ArmonSore wrote:If the wheels are turning in the same direction they must still be pushing back on the road, causing the road to push forward on the car with static friction.


No, because the wheels are "trying" to decelerate, so the force they put on the road is forward, so the road pushes backward, slowing the car. This is why the wheels continue sliding forward on the road if they do lock up.

This question really depends on a lot of things not stated in the problem. So let's start out by idealizing the situation a bit.

If they're skidding, and the tires have the same coefficient of friction for both pressures, etc, then yes, they stop at the same time. Friction force is proportional to the mass, so deceleration is the same.
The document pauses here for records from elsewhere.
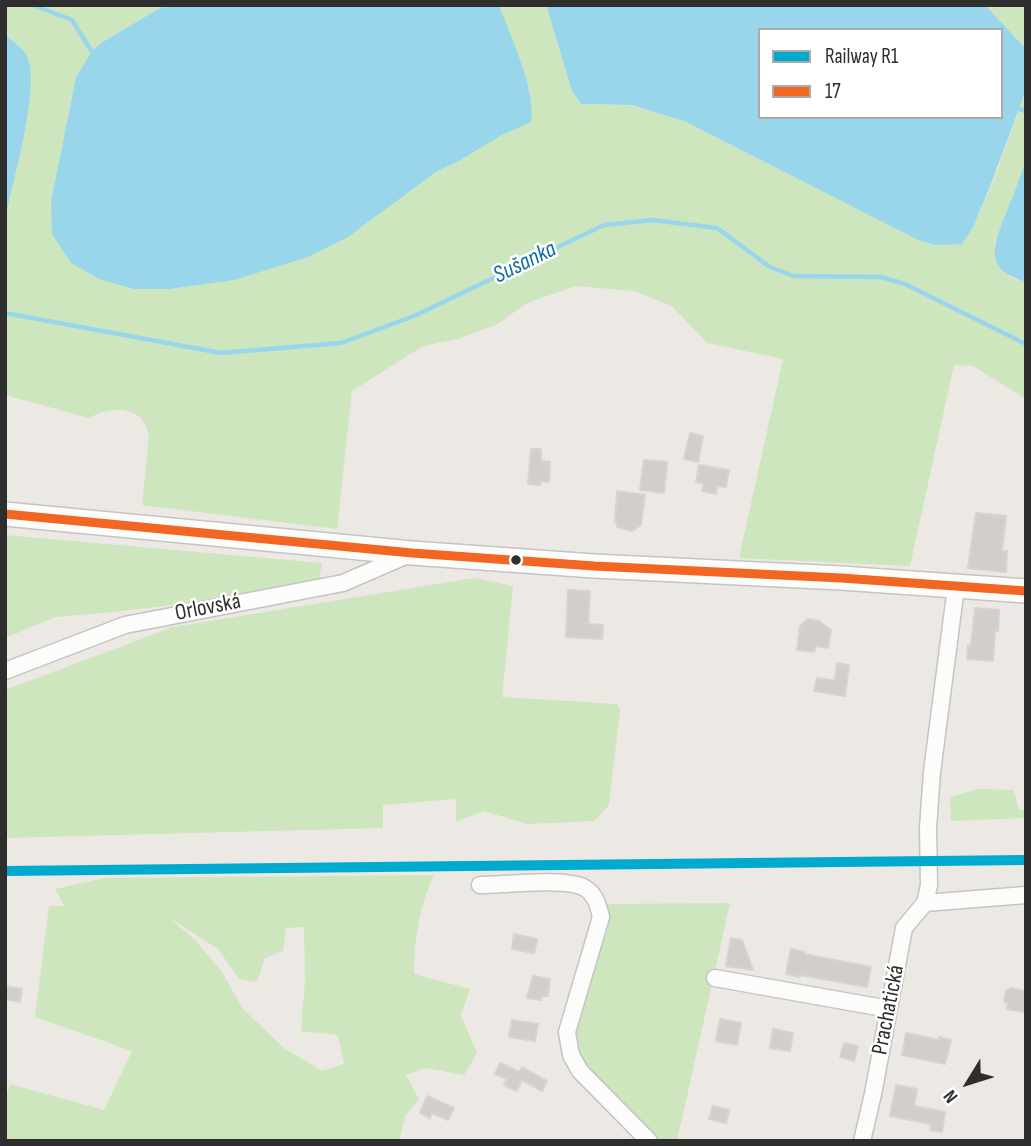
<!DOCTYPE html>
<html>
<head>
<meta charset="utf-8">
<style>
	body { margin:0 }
	#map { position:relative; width:1031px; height:1146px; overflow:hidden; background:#ece8e4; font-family:"Sofia Sans Condensed",sans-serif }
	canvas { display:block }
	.frame { position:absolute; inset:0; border:7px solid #2e2e2e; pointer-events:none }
	.legend { position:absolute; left:758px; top:28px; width:245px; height:91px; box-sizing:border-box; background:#fff; border:2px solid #ababab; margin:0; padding:9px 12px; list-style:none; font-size:21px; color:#2e2e2e }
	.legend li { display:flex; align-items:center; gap:14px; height:35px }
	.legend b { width:35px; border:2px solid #ababab }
	.north { position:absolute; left:933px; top:1048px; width:70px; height:70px; -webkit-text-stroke:5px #fff; paint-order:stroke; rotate:232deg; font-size:19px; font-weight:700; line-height:28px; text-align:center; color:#2e2e2e }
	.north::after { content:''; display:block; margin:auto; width:24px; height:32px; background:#2e2e2e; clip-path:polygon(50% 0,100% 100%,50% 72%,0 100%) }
</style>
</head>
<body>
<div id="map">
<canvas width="1031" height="1146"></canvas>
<div class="frame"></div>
<ul class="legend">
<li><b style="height:9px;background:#00a9ce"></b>Railway R1</li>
<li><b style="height:9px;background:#f26522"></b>17</li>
</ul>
<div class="north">N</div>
</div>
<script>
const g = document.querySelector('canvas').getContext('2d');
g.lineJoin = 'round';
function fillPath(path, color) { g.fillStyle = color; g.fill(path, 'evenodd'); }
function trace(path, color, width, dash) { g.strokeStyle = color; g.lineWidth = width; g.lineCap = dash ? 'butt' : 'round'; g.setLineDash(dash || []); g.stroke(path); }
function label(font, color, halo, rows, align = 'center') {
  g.font = font + ' "Sofia Sans Condensed",sans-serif'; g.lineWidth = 5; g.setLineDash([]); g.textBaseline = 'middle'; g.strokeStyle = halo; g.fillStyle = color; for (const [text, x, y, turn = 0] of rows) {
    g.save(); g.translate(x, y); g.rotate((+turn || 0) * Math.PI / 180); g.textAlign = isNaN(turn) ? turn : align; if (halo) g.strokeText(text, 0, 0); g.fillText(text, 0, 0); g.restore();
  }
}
const green = new Path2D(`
	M5,5H165L101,43L92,51L76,77L51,201L348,237L436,172L459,161L502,135L530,92L499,5H546L572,91L581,104L632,105L686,122L918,240L962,244C991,197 1007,142 1026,90V161L994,245L1009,277L1026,282V399L973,366L954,365L910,566L739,558L783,359L707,343L672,306L634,291L576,286L527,303L498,324L458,339L423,346L352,391L337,529L142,505L149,435C143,405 111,405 89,418L5,395V210L8,207L14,42L5,36Z
	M985,5H1026V49Z
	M5,535L322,563L318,587L115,612L56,617L5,638Z
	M474,578L513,586L502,697L617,704L620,710L609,805L594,821L527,824L484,811L456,822V799L383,805V828L5,838V690L173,627Z
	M978,789L1014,790L1019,810H1026V818L951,821L950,797Z
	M434,875C419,906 414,940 414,974L470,989L461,1015L477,1053L464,1075L426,1068L406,1075L419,1099L405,1116L399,1141H5V1100L10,1084L104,1110L132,1051L35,1017L49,906H64L55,889L104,878ZM170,918L218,949L239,979L257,982L265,958L283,951L286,928L304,927L305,980L301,1031L338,1035L344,1064L322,1071L284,1048L243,1009L222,972L196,941Z
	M730,903L677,1141H657L582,1066L572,1028L608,929L606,904Z`);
const water = new Path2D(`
	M165,5H499C511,39 536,87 531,122L502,135L459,161L436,172L348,237L308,257L234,280L169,289H134L99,279L71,263L52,234L51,201L76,77L92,51L101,43Z
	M546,5H985L1026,49V90L991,184L973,227L962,244L935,245L918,240L686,122L632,105L581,104L572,91ZM760,30H1001V117H760Z
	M5,36C14,41 25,50 28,59C39,89 15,173 8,207L5,210Z
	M1026,161V282C983,269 993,246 1006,213C1013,196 1019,179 1026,161Z`);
const stream = new Path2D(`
	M33,5L72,20L94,55
	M1016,108L1026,111
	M5,313L221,353L341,343L414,316L604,225L652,220L717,228L770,267L793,276L881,277L905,284L1026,344`);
const building = new Path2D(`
	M690,433L703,436L698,462L684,459Z
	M531,449H541V461L550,462L549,482L540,481V485L528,484Z
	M644,460L667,462L664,493L640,490Z
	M699,465L729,470L726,487L717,486L716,494L702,491L704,484L696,482Z
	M617,491L645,495L641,525L632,531L617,527V523L615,522Z
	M976,513L1006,516L1002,551H1007L1006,572L968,568Z
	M568,590L590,591L588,624L603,625L602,639L566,637Z
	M975,608L999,610L998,631L995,630L993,661L967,659L968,645L971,646Z
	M808,619L819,621L831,630L828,648L816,646L814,652L797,650L800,626Z
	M837,663L849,665L845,696L814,691L817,678L835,681Z
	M514,934L537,939L534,953L512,949Z
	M731,938L742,940L753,970L726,966Z
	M791,949L805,952L804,954L871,967L867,987L800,975V977L786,974Z
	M533,976L550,979L548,996H542L541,1000L527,998Z
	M5,986L22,989L20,1002L5,999Z
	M1010,988L1026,991V1012L1007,1009L1008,1003L1004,1002L1006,990H1010Z
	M720,1019L741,1023L737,1045L716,1041Z
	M512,1020L538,1024L535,1041L509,1037Z
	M773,1029L793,1033L790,1051L770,1048Z
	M906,1033L939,1040V1037L951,1040L945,1064L902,1055Z
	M844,1043L858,1046L854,1061L840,1057Z
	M500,1063L519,1072L522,1067L547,1081L542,1091L522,1080L517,1091L504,1085L507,1079L495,1074Z
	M896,1085L917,1089L914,1106L945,1112L942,1132L930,1130L931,1124L890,1116Z
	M427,1096L454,1108L448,1120L432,1113L430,1118L420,1113Z
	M713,1106L729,1110L726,1123L709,1119Z`);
const street = new Path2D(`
	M5,671L125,625L343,583L410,554
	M480,885C503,885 567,877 585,888C596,895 598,905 601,917L567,1032L571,1055L580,1071L649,1141
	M925,903L1026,895
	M715,978L889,1009
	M862,1141L873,1094L904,928L925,903L929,885L928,828L932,772L956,587`);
const secondary = new Path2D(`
	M5,514L412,553L594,566L841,578L1026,591`);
const bus1 = new Path2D(`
	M5,514L412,553L594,566L841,578L1026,591`);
const rail1 = new Path2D(`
	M5,871L1026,860`);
const markers = [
	[516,560,6,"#2e2e2e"]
];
const streetNames = [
	["Orlovská",208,608,-11],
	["Prachatická",889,1010,-79]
];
const waterNames = [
	["Sušanka",525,263,-26]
];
fillPath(green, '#cee6be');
fillPath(water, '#99d6ec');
trace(stream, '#99d6ec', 4.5);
fillPath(building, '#d1cecb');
trace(building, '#d7d4d0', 2);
trace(street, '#c5c4c5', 19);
trace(secondary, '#c5c4c5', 26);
trace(street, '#fcfcfb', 16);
trace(secondary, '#fcfcfb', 23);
trace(bus1, '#f26522', 9);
trace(rail1, '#00a9ce', 10);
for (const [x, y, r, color] of markers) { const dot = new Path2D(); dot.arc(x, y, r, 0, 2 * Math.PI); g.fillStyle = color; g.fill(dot); trace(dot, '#fff', 2.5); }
label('23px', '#2e2e2e', '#fff', streetNames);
label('italic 24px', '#0d6fa3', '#fff', waterNames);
</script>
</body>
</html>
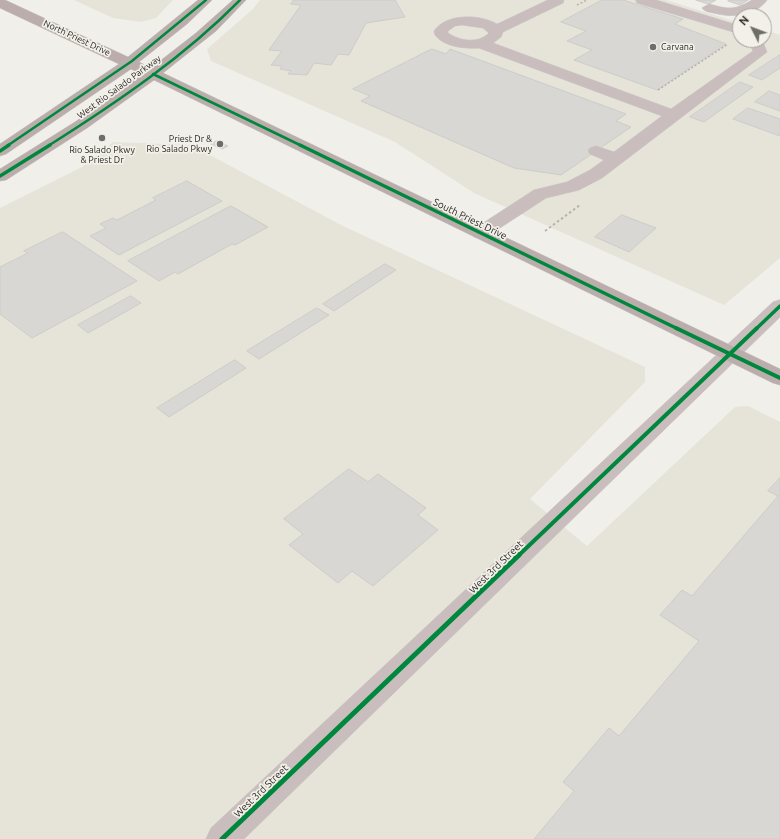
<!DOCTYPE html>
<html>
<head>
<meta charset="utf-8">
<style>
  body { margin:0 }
  #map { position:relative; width:780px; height:839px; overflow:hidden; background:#f0efea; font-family:Ubuntu,sans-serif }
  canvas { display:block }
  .north { position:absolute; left:732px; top:8px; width:40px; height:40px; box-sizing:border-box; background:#f2f0e8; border:1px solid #a1a09a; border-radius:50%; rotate:312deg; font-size:11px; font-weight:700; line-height:16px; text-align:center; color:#282724 }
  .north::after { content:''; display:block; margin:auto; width:14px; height:18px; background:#6e6d69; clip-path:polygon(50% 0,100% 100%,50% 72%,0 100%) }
</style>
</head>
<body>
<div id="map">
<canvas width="780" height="839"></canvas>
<div class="north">N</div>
</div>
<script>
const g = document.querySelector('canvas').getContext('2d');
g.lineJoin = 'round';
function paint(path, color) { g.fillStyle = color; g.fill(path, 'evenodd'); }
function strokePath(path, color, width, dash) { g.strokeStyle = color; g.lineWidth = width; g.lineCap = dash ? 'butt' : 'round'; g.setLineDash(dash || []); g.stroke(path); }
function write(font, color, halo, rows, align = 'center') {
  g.font = font + ' Ubuntu,sans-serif'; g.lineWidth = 3.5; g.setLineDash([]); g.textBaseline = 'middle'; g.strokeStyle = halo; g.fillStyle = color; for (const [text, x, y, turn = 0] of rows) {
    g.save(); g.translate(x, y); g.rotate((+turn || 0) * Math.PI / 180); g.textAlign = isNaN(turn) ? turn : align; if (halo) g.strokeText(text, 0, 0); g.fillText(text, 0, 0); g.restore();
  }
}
const built = new Path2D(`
  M74 0H173L156 18 141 22 113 18Z
  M260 0H666L740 23V40H764V30L780 35V258L724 305 474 193 395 142 211 61 207 49 253 9Z
  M113 142 191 145 341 225 645 367V382L530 499 587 546 735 407 748 406 780 422V839H0V208L82 167Z`);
const building = new Path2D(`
  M294 0H395L405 17 366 23 349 55 338 54 331 65 314 63 307 75 288 74 291 71 280 69 282 66 271 65 282 51 269 50 301 5 291 4Z
  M602 0H623L683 19 675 24 726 44 657 90 574 60 592 50 567 41 586 31 561 22Z
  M696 0H716L709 4Z
  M730 0H748L740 5 728 1Z
  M432 49 446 54 450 49 626 114 616 121 631 127 561 175 514 168 361 101 370 96 353 89Z
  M780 55V68L762 80 749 75Z
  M740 82 753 87 704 122 690 117Z
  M769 91 780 95V111L755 102Z
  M748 108 780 119V136L733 119Z
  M217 141 228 146 222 149 211 144Z
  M187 181 222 201 119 255 90 236 106 228 100 224 113 218 117 220 156 200 153 198Z
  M231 206 268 227 235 245 232 244 178 274 175 272 159 281 128 261Z
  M622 215 656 228 629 252 595 237Z
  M63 232 137 281 32 338 0 314V267L28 253 24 251Z
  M385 264 396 270 334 311 323 304Z
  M131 296 141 303 88 333 78 325Z
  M317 308 329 315 259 359 247 351Z
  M235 360 246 368 169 417 157 408Z
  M349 469 368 482 378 474 426 508 418 515 438 530 373 586 352 571 338 583 289 545 303 534 284 519Z
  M780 478V839H534L574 791 563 782 609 728 619 736 699 641 660 615 682 590 692 596 778 496 768 491Z`);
const pathFar1 = new Path2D(`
  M577 5 587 0
  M658 90 728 44`);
const path = new Path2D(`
  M545 231 580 205`);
const minor = new Path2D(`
  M548 0H564L563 3 503 32 501 37 493 43 671 109 753 51 748 40H762L767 52 602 178 579 190 546 198 486 237 480 238 474 237 471 233 474 229 534 190 567 182 590 170 604 160 590 154 588 151 590 148 596 146 614 152 662 116 479 48C465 49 444 47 435 35L434 31C446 13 480 14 497 24ZM462 25 483 28 489 33C478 44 460 41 448 33V31L455 26Z
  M636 0H656L740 26V34L637 3Z
  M752 0H767C756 16 731 18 714 13 709 12 705 12 702 8L709 4C728 9 734 11 752 0Z
  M780 300V317L244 839H206L211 828 773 302Z`);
const major = new Path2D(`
  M0 0H5L128 57 198 0H212L187 24 139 62 151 68 196 33 233 0H246L216 31 163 73 780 369V385L773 383 154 80 87 128 6 180 0 181V169L75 122 142 75 131 69 6 154 0 156V144L119 64 0 8Z`);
const cyclewayFar3 = new Path2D(`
  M153 74 302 146
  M7 146 132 61 206 0
  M48 146C116 103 184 57 240 0`);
const cyclewayFar2 = new Path2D(`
  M300 145 678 329
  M0 151 9 145
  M0 176 50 145
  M756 329 780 306`);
const cyclewayFar1 = new Path2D(`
  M676 328 780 378
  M518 556 757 328`);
const cycleway = new Path2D(`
  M222 839 519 555`);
const markers = [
  [653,47,4,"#6e6d69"],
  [102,138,4,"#6e6d69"],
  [220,144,4,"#6e6d69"]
];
const farStreetnames = [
  ["North Priest Drive",77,38,25],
  ["West Rio Salado Parkway",119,87,-36]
];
const farPoinames = [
  ["Carvana",661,47],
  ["Priest Dr &",212,139,"right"],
  ["Rio Salado Pkwy",212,149,"right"],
  ["Rio Salado Pkwy",102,150,"center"],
  ["& Priest Dr",102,160,"center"]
];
const streetNames = [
  ["South Priest Drive",470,219,26],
  ["West 3rd Street",496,567,-44],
  ["West 3rd Street",261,791,-44]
];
paint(built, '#e6e4d9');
paint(building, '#d8d7d3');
strokePath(building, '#cdccc8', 1);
strokePath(minor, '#cbcac7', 1);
strokePath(major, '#cbcac7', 1);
strokePath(pathFar1, '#b8b1af', 1.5, [2, 2]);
strokePath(path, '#b8b1af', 2, [2.5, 2.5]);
paint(minor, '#c9bebd');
paint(major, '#bbadab');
strokePath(cyclewayFar3, '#00873e', 2.5);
strokePath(cyclewayFar2, '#00873e', 3.5);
strokePath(cyclewayFar1, '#00873e', 4);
strokePath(cycleway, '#00873e', 5);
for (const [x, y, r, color] of markers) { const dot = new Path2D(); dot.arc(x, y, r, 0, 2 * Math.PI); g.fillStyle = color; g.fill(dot); strokePath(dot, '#f2f0e8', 1.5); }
write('9px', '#282724', '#f2f0e8', farStreetnames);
write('9px', '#282724', '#f2f0e8', farPoinames, 'left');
write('10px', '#282724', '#f2f0e8', streetNames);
</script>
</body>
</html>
For rolling, let's suppose that the wheels and the road are simply incapable of slipping. Perhaps your wheels are actually gears and the road has corresponding teeth that fit into them, or something. Then the slowing force is the discs on the wheels. Ignore the actual mass of the wheels, and suppose equal force is being applied to the discs. This translates to equal friction force slowing both cars, so the lighter one stops sooner. (This is closer to what would really happen, since we don't like the wheels to lock as we lose control. If you're in a small car, you can stop if there's a cow in the road. If you're driving a road train, you have to hope the cow moves or at least doesn't come up through your windshield, since you're definitely not going to stop in time.)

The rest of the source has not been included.